**BRIEF**
Go through the entries and transcribe each one exactly, dropping the pictures.

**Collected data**
-------

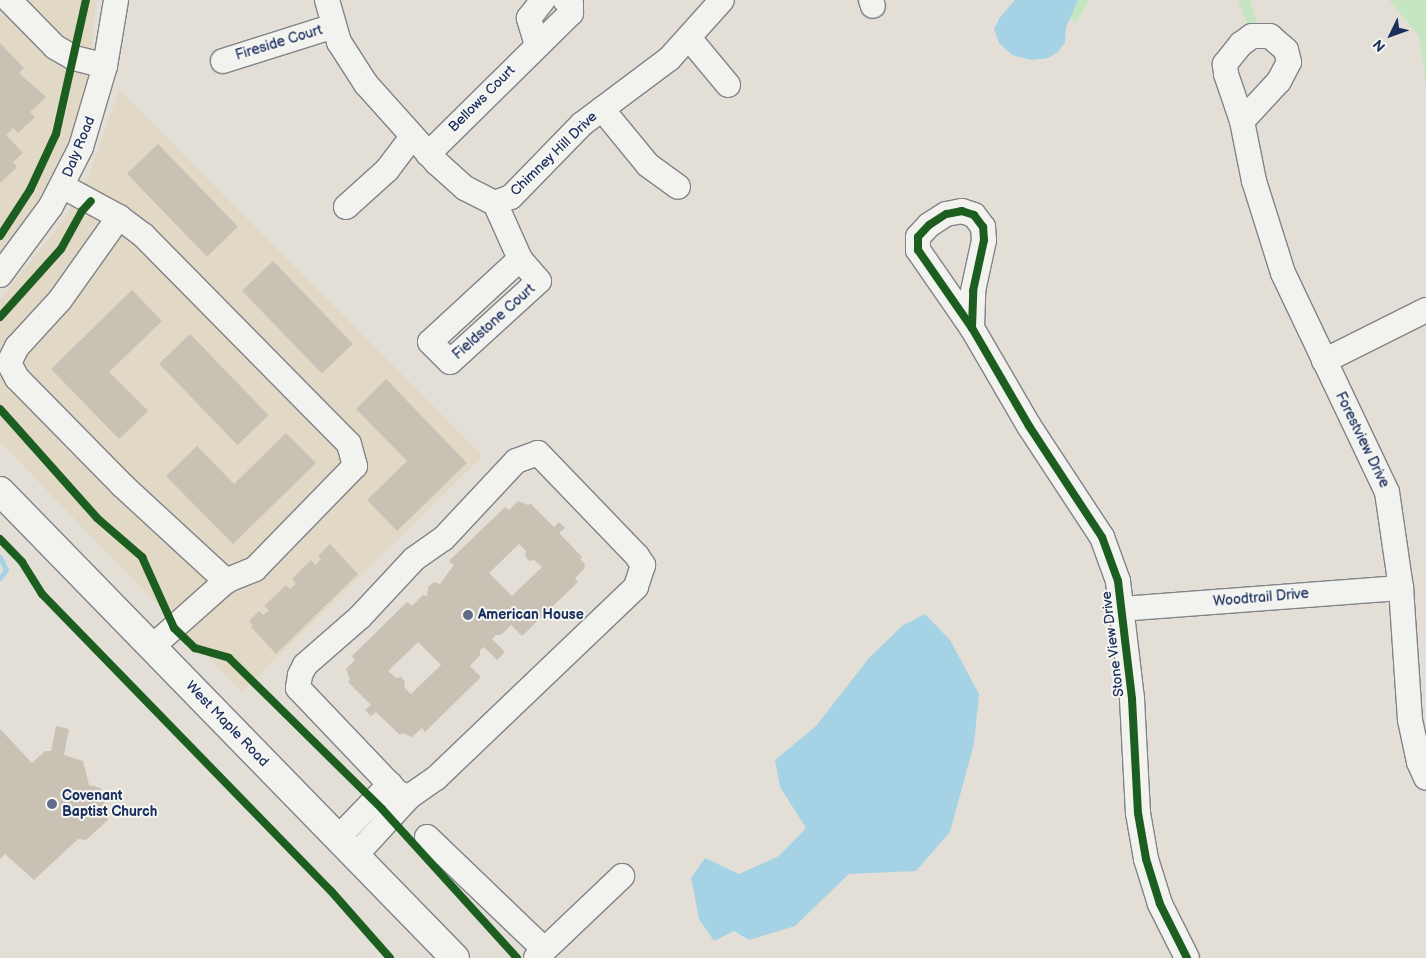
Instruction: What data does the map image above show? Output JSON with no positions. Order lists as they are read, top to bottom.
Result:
{
  "streets": {
    "main road": ["West Maple Road"],
    "street": [
      "Fireside Court",
      "Bellows Court",
      "Daly Road",
      "Chimney Hill Drive",
      "Fieldstone Court",
      "Forestview Drive",
      "Woodtrail Drive",
      "Stone View Drive"
    ]
  },
  "crossings": [
    ["Fireside Court", "Chimney Hill Drive"],
    ["Bellows Court", "Chimney Hill Drive"],
    ["Chimney Hill Drive", "Fieldstone Court"],
    ["Forestview Drive", "Woodtrail Drive"],
    ["Woodtrail Drive", "Stone View Drive"]
  ],
  "places": ["American House", "Covenant Baptist Church"],
  "north": "bottom left"
}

-------

**RESPONSE TO THE EXERCISE**
Instruction: What data does the map image above show? Output JSON with no positions. Order lists as they are read, top to bottom.
Result:
{
  "streets": {
    "main road": ["West Maple Road"],
    "street": [
      "Fireside Court",
      "Bellows Court",
      "Daly Road",
      "Chimney Hill Drive",
      "Fieldstone Court",
      "Forestview Drive",
      "Woodtrail Drive",
      "Stone View Drive"
    ]
  },
  "crossings": [
    ["Fireside Court", "Chimney Hill Drive"],
    ["Bellows Court", "Chimney Hill Drive"],
    ["Chimney Hill Drive", "Fieldstone Court"],
    ["Forestview Drive", "Woodtrail Drive"],
    ["Woodtrail Drive", "Stone View Drive"]
  ],
  "places": ["American House", "Covenant Baptist Church"],
  "north": "bottom left"
}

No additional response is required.